▶ [Assignment]: Every line of the data below that holds the string "lane" needs to be reported.
Content starts
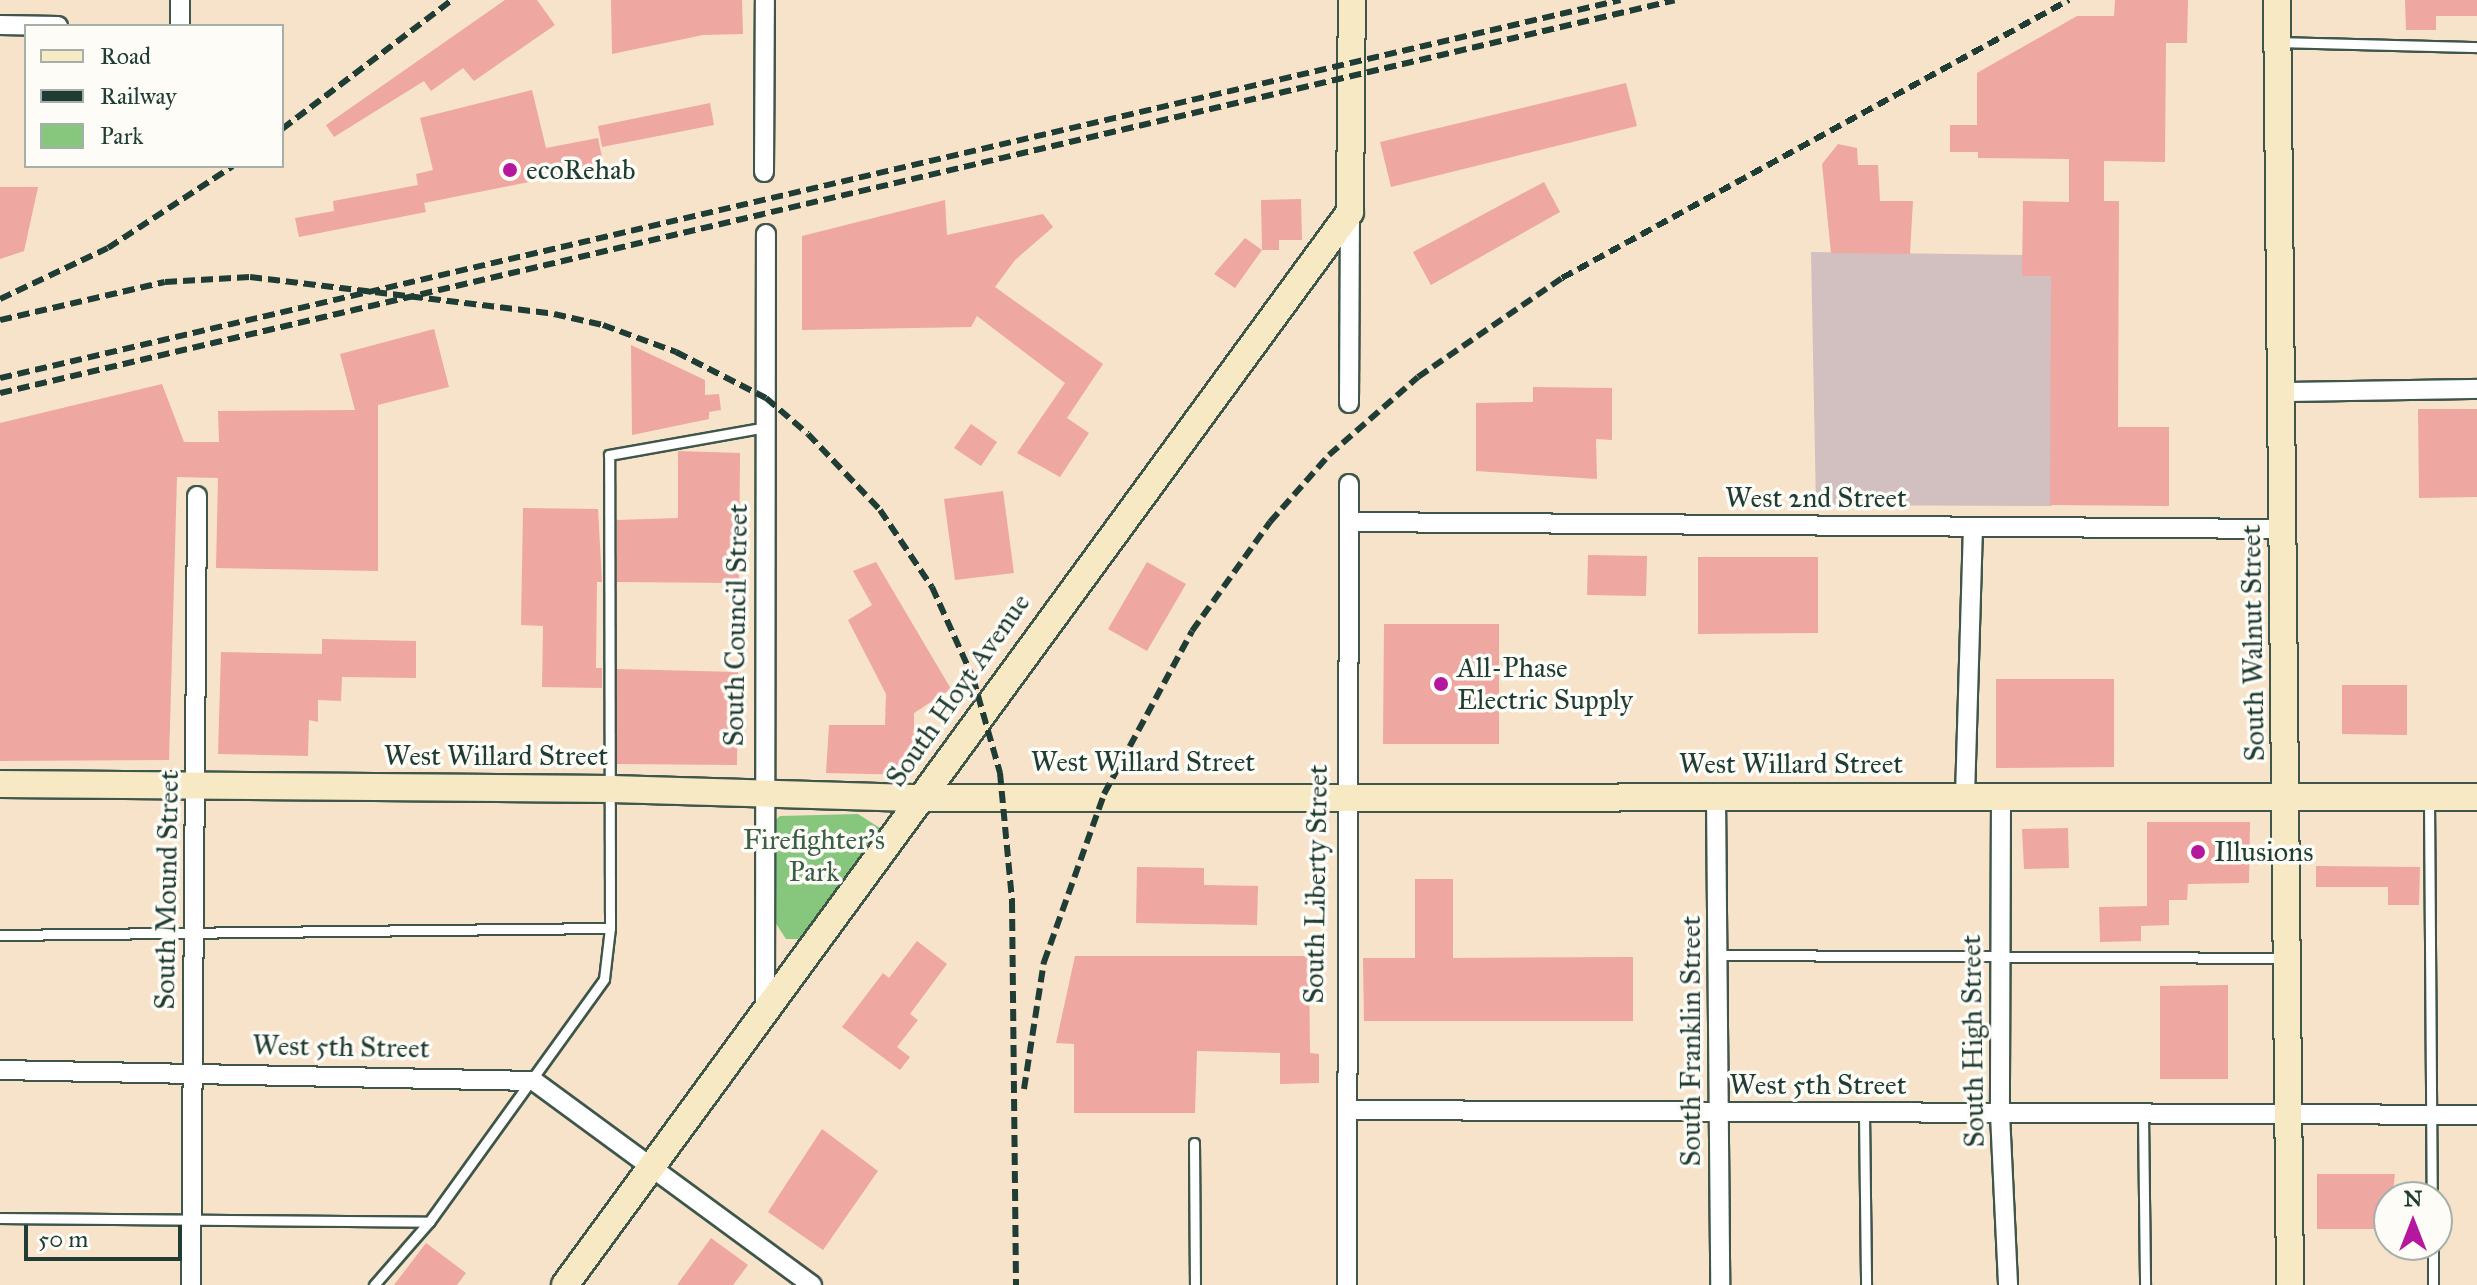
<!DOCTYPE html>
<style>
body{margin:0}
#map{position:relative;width:2477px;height:1285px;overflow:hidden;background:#f6e3ca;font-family:"IM FELL Great Primer",serif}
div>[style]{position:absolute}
.industrial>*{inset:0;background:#d2bfbf}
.green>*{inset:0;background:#87c67d}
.building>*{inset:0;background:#efa7a1}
.roads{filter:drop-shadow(2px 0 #3f564a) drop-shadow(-2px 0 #3f564a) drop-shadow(0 2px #3f564a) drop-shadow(0 -2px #3f564a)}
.lane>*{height:9px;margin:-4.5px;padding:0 4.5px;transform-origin:4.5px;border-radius:4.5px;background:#fff}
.street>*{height:18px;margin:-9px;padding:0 9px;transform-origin:9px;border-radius:9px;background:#fff}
.secondary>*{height:26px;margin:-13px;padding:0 13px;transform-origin:13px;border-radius:13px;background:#f6e9c3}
.rail>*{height:6px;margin-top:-3px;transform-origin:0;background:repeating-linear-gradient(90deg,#1f3d34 0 12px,transparent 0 18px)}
.dots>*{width:22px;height:22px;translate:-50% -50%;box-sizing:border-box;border:4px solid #fdfcf7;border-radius:50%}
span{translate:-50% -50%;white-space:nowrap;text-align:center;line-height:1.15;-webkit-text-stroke:7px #fdfcf7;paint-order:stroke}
.poi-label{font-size:28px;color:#1f3d34}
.left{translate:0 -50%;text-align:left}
.street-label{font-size:28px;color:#1f3d34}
.park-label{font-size:28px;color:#395f46}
.legend{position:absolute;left:24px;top:24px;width:260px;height:144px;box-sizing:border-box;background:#fdfcf7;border:2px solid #a4b0a9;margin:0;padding:10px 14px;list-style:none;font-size:24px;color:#1f3d34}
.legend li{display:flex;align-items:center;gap:16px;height:40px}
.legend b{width:40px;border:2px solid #a4b0a9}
.north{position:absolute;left:2373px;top:1181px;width:80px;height:80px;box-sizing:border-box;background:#fdfcf7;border:2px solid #a4b0a9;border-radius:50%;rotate:0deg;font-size:22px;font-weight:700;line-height:32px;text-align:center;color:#1f3d34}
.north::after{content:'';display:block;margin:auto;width:28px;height:36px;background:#b5179e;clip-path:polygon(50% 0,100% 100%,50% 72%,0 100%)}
.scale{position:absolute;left:24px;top:1225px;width:158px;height:36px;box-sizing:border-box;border:4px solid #1f3d34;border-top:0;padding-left:10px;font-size:24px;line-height:28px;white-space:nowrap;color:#1f3d34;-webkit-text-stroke:6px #fdfcf7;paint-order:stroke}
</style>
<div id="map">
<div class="industrial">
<div style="clip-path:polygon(1811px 252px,2023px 255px,2051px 276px,2052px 506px,1816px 505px)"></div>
</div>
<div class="green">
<div style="clip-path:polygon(858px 814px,880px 828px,878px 839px,801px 939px,786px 939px,773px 919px,773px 822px,780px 816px)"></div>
</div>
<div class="building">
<div style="clip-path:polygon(505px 0,537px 0,555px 25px,474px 81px,463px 68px,431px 91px,424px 81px,334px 137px,326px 125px)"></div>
<div style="clip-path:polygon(611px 0,742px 0,743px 34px,703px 35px,612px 54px)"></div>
<div style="clip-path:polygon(2115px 0,2188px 0,2187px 43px,2166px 43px,2165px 162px,2104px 161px,2104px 201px,2119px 201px,2118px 427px,2169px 427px,2169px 506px,2050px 505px,2051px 276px,2022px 276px,2023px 201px,2069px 202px,2069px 159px,1978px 158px,1978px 152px,1950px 152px,1950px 125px,1977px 125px,1977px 73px,2077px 16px,2114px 16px)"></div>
<div style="clip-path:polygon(2405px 0,2477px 0,2477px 16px,2436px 16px,2436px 30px,2406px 30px)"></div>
<div style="clip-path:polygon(1626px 83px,1637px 126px,1391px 187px,1380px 142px)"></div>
<div style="clip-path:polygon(532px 90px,546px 148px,598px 138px,604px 167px,424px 203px,426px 212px,299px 237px,295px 218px,334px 211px,333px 201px,418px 185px,416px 174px,433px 170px,420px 118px)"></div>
<div style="clip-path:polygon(710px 103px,714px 125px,602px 147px,598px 126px)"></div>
<div style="clip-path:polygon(1838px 144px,1857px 148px,1858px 165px,1878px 165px,1880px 201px,1913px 201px,1910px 254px,1831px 253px,1822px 164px)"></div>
<div style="clip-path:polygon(1544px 182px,1560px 212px,1431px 285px,1413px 252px)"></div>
<div style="clip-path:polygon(0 187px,38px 187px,24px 251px,0 259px)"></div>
<div style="clip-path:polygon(1301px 199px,1302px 240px,1279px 240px,1279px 250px,1262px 250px,1261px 200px)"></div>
<div style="clip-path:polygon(945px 200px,947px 235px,1043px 214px,1053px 227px,1015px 260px,995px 287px,1103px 364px,1067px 418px,1089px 433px,1060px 477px,1017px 453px,1065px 383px,977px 316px,971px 327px,802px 330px,802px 236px)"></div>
<div style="clip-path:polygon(1245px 238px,1262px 250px,1235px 288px,1214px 274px)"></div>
<div style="clip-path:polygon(434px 329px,449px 387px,378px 405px,378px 571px,216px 568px,218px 478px,177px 477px,169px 760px,0 761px,0 423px,162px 384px,184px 442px,219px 442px,218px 411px,355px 410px,340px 354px)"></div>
<div style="clip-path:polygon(631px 345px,705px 380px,705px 395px,719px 394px,721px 410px,709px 412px,709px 419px,632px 435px)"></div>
<div style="clip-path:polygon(1533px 387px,1612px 388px,1612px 440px,1596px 439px,1597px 479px,1476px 471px,1476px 403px,1533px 402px)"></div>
<div style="clip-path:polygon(2418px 409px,2477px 409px,2477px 497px,2419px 498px)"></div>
<div style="clip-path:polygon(971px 424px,997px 442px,981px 466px,954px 448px)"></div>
<div style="clip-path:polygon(678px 451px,740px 453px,739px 583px,617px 582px,617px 520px,678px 518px)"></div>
<div style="clip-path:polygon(1003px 491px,1014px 573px,955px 580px,944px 499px)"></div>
<div style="clip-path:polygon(523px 508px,598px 509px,602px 582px,597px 582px,596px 668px,602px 668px,602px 688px,542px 687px,543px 626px,521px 625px)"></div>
<div style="clip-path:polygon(1588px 555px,1647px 556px,1646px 596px,1587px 595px)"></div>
<div style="clip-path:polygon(1698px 557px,1818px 557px,1818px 633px,1698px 634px)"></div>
<div style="clip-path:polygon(876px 562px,951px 689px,914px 713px,914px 775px,826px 773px,829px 725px,885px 725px,886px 694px,848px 620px,872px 605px,853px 571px)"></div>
<div style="clip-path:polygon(1147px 562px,1186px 584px,1147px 651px,1108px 629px)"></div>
<div style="clip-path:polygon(1384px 624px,1499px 624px,1499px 744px,1383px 744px)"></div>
<div style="clip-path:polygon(322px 639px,416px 641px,416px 678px,342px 677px,341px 701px,318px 700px,318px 722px,309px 720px,308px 756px,218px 754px,221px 652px,322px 654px)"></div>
<div style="clip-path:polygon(617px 669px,738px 672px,737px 765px,617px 764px)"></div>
<div style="clip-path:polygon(1996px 679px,2114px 679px,2114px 767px,1996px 768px)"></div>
<div style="clip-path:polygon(2342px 685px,2407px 685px,2407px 735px,2342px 734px)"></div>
<div style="clip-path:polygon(2147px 822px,2250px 822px,2249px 883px,2188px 884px,2187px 900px,2169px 900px,2169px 925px,2141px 926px,2141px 941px,2100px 942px,2099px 907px,2147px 906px)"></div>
<div style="clip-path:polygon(2068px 828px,2069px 868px,2024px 869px,2022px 829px)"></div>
<div style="clip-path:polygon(2316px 866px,2420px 867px,2419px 905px,2388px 905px,2388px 887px,2316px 887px)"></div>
<div style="clip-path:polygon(1137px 867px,1204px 868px,1204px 885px,1258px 886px,1257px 925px,1136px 923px)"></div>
<div style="clip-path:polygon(1415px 879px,1453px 879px,1453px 958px,1633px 957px,1633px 1021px,1364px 1021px,1363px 958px,1415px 958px)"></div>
<div style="clip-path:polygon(917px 941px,947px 964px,910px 1014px,918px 1020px,897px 1047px,910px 1057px,900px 1070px,842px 1027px,883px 973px,889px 978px)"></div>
<div style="clip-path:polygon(1075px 956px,1309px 956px,1310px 1053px,1319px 1054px,1319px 1083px,1280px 1084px,1280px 1053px,1197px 1051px,1195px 1113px,1074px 1113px,1074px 1044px,1056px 1043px)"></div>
<div style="clip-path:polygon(2228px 985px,2228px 1079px,2160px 1079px,2160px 986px)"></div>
<div style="clip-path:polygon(822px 1129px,878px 1171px,823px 1250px,768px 1212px)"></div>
<div style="clip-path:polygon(2317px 1174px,2395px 1174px,2389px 1229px,2317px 1229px)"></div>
<div style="clip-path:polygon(711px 1238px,748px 1265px,733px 1285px,677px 1285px)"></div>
<div style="clip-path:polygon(426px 1243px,466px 1273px,457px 1285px,394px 1285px)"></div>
</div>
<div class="roads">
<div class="lane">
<div style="left:2281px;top:42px;width:196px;rotate:1.5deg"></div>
<div style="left:2429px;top:800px;width:397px;rotate:89.6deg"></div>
<div style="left:0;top:935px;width:610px;rotate:-0.66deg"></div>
<div style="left:610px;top:928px;width:473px;rotate:-90.1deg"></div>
<div style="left:609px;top:455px;width:159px;rotate:-10.1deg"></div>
<div style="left:1718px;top:955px;width:567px;rotate:0.3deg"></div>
<div style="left:1864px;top:1114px;width:171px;rotate:89.3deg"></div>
<div style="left:2143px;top:1115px;width:170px;rotate:89.3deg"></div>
<div style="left:1194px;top:1143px;width:142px;rotate:89.6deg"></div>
<div style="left:0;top:1218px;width:429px;rotate:0.5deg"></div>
<div style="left:429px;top:1222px;width:299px;rotate:-54.2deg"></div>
<div style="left:604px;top:979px;width:51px;rotate:-83.3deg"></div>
<div style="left:2433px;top:1245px;width:40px;rotate:90deg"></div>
<div style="left:374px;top:1285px;width:84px;rotate:-48.9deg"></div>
</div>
<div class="street">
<div style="left:180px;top:0;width:26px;rotate:90deg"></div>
<div style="left:0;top:25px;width:58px;rotate:1deg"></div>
<div style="left:764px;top:172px;width:172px;rotate:-89.7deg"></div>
<div style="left:2282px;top:392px;width:195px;rotate:-0.9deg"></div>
<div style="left:1349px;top:403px;width:191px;rotate:-89.7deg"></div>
<div style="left:1350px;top:522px;width:932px;rotate:0.43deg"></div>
<div style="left:1716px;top:796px;width:489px;rotate:89.5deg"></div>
<div style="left:1965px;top:796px;width:269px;rotate:-88.3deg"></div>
<div style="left:2001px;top:797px;width:317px;rotate:90.2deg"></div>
<div style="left:2000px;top:1114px;width:171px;rotate:87.3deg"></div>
<div style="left:765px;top:1015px;width:781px;rotate:-89.93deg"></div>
<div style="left:0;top:1070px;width:534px;rotate:1.18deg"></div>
<div style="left:534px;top:1081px;width:345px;rotate:36.3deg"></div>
<div style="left:1347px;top:1110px;width:1130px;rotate:0.25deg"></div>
<div style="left:191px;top:1285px;width:789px;rotate:-89.56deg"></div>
<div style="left:1347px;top:1285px;width:801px;rotate:-89.86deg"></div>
</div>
<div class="secondary">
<div style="left:2277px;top:0;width:1285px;rotate:89.42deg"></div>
<div style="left:0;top:784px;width:612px;rotate:0.47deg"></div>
<div style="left:612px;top:789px;width:309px;rotate:1.7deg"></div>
<div style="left:921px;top:798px;width:1556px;rotate:-0.04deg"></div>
<div style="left:565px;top:1285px;width:1329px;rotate:-53.81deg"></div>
<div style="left:1350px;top:212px;width:212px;rotate:-89.5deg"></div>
</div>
</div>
<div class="rail">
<div style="left:282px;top:129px;width:213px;rotate:-37.2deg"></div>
<div style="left:0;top:299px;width:119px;rotate:-25.3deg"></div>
<div style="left:108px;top:248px;width:149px;rotate:-33.3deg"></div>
<div style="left:0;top:320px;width:169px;rotate:-13deg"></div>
<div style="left:165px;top:282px;width:85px;rotate:-3.4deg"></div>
<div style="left:250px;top:277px;width:306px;rotate:6.9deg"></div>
<div style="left:554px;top:314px;width:50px;rotate:12.7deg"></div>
<div style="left:603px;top:325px;width:78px;rotate:20.3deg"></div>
<div style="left:676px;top:352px;width:101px;rotate:27.1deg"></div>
<div style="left:766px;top:398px;width:55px;rotate:40.6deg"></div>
<div style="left:808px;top:434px;width:105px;rotate:46.5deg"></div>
<div style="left:880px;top:510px;width:93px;rotate:56deg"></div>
<div style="left:932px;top:587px;width:100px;rotate:65.7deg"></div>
<div style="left:973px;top:678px;width:99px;rotate:74.1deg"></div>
<div style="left:1000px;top:773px;width:129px;rotate:84.6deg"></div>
<div style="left:1012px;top:901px;width:384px;rotate:89.4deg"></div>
<div style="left:0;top:378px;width:1664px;rotate:-13.13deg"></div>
<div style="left:0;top:393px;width:1720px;rotate:-13.2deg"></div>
<div style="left:1024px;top:1089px;width:129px;rotate:-81.1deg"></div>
<div style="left:1044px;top:962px;width:178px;rotate:-70.3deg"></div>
<div style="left:1104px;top:794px;width:185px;rotate:-61.6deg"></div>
<div style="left:1192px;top:631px;width:134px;rotate:-54.4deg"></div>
<div style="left:1270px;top:522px;width:89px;rotate:-48.6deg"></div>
<div style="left:1329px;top:455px;width:118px;rotate:-41.2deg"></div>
<div style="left:1418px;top:377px;width:175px;rotate:-34.5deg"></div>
<div style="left:1562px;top:278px;width:578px;rotate:-28.74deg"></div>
</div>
<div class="dots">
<div style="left:510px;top:170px;background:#b5179e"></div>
<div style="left:1441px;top:684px;background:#b5179e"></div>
<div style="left:2198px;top:852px;background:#b5179e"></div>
</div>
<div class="poi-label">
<span class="left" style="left:526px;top:170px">ecoRehab</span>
<span class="left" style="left:1457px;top:684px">All-Phase<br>Electric Supply</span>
<span class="left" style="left:2214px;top:852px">Illusions</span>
</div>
<div class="street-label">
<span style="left:1816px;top:498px">West 2nd Street</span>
<span style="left:736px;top:625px;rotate:-89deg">South Council Street</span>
<span style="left:2253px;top:643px;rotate:-91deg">South Walnut Street</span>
<span style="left:958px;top:690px;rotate:-55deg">South Hoyt Avenue</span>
<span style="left:496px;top:756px">West Willard Street</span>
<span style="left:1143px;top:762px">West Willard Street</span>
<span style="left:1791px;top:764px">West Willard Street</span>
<span style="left:1316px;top:884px;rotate:-89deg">South Liberty Street</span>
<span style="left:167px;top:890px;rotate:-89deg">South Mound Street</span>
<span style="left:1691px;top:1041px;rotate:-90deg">South Franklin Street</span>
<span style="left:1973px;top:1041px;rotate:-91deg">South High Street</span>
<span style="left:341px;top:1047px;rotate:1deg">West 5th Street</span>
<span style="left:1818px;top:1085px">West 5th Street</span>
</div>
<div class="park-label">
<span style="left:814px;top:856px">Firefighter's<br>Park</span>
</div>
<ul class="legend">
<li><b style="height:10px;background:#f6e9c3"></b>Road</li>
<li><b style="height:10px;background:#1f3d34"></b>Railway</li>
<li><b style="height:22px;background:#87c67d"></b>Park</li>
</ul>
<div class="north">N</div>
<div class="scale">50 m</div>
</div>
Content ends
▶ [Solution to this task]:
.lane>*{height:9px;margin:-4.5px;padding:0 4.5px;transform-origin:4.5px;border-radius:4.5px;background:#fff}
<div class="lane">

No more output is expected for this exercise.